Extracting the web data from multiple pages and tables

Tanzeel · October 6, 2020, 9:00am

Hi all,

I am practicing to pull out data from different web pages in sequence. For this, I am using the sample website as under.

Scenario: We need to extract data from each country in this directory. For each country - there are many listed institutes like this.

After selecting any country, there is list of many institutes comprising multiple pages.

Now, in each link, there is institute specific data in different tabs (It is our target data)

and other tab[s] data should be extracted at same time.

Because these days, data scrapping techniques are popular and I am curious to know that can we do it in power bi in smart way.

AntrikshSharma · October 6, 2020, 11:38am

I think Python would be a better tool for this type of task using beautiful soup library.

@Melissa might know a way to do this in PQ.
or @BrianJ with R or Python

@BrianJ I know you work with R, do you use Python as well?

tweinzapfel · October 6, 2020, 11:57am

R or Python would definitely be a good option. I’ve done a little web scraping with R and then extracted it to an Excel file. While I haven’t used R or Python as a datasource in Power BI - this is an option. So I would anticipate that a script could be built and then pasted into the PBI datasource.

BrianJ · October 6, 2020, 12:19pm

This is timely. I have a video coming out this week on building a web scraper in Power Query to iterate over tables. With some custom M, PQ is a really powerful and flexible web scraper.

This is a more advanced version of the scraper I build real time in the video:

@Tanzeel - can you please send the url for the site you want to scrape from, so that I can take a look at how complex the iteration might be?

Thanks.

Brian

tweinzapfel · October 6, 2020, 12:33pm

@BrianJ - this is great. Will it be posted on this site? I’m definitely interested in seeing how you do it.

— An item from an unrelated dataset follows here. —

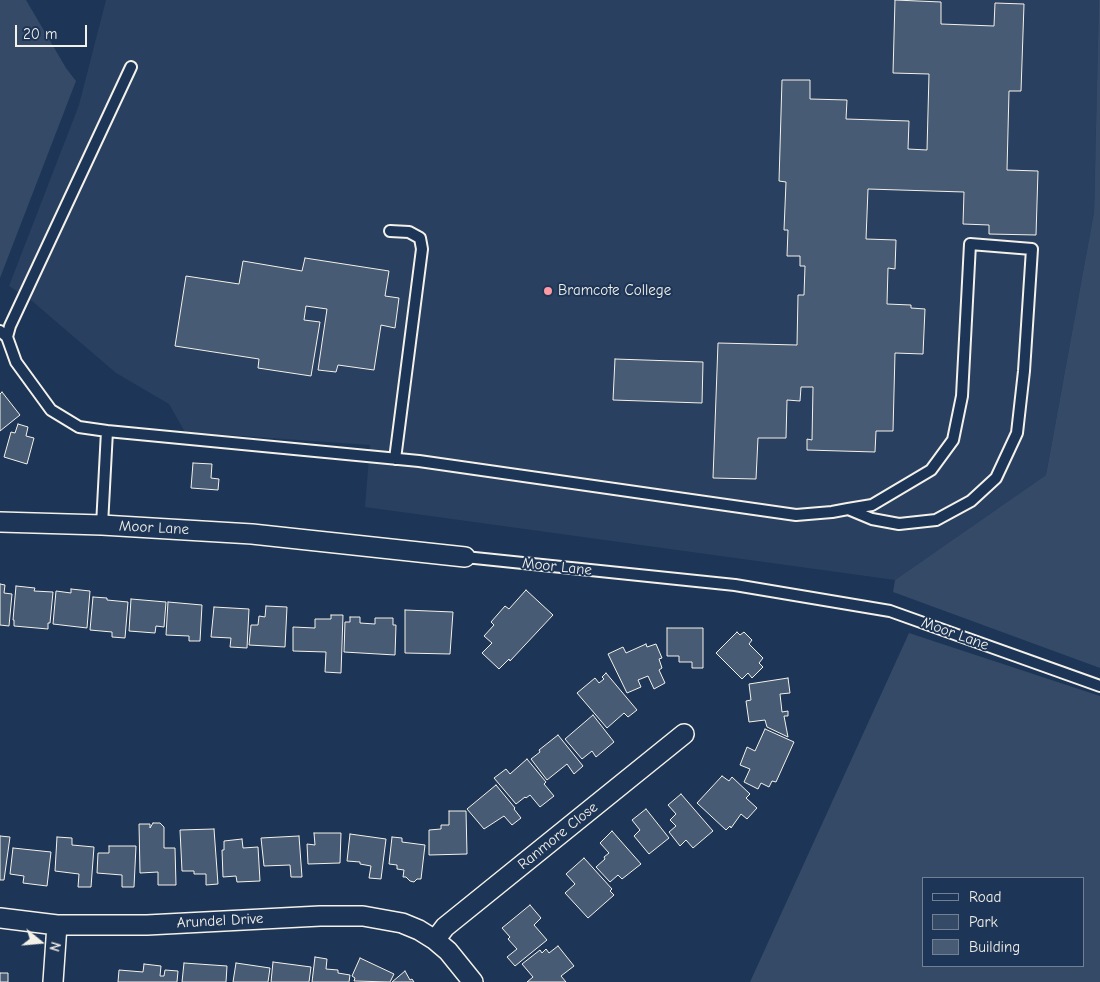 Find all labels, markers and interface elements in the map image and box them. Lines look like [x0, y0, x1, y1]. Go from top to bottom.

BrianJ · October 6, 2020, 12:42pm

@tweinzapfel,

It will first post on YouTube (be sure to subscribe to the eDNA TV channel) and then also be incorporated into the portal site here. I know the video editor was working on it this weekend. I’ll find out what day it’s expected to post and let you know.

Brian

Tanzeel · October 7, 2020, 8:08pm

Dear BrianJ.

It’s always wonderful time for me to contact you.
For simplicity and to understand the mechanics of web scraping, I think to use the https://search.wdoms.org/. It seems easy to pull out the data due to systematically data entries.
For my project, I want to scrap the www.uettaxila.edu.pk for faculty members CV from different departments. A sample link is as follows: https://web.uettaxila.edu.pk/EED/faculty.asp#faculty. The power query scrapper should hit every faculty member profile and collect data from each tab like https://fms.uettaxila.edu.pk/Profile/ahsan.ali
It will be great learning to tame the power query to do this wonderful project.

Kindest Regards,
Tanzeel

BrianJ · October 7, 2020, 10:45pm

@Tanzeel,

Hope you’ve been well. Always a pleasure working with you, and you never fail to provide interesting questions.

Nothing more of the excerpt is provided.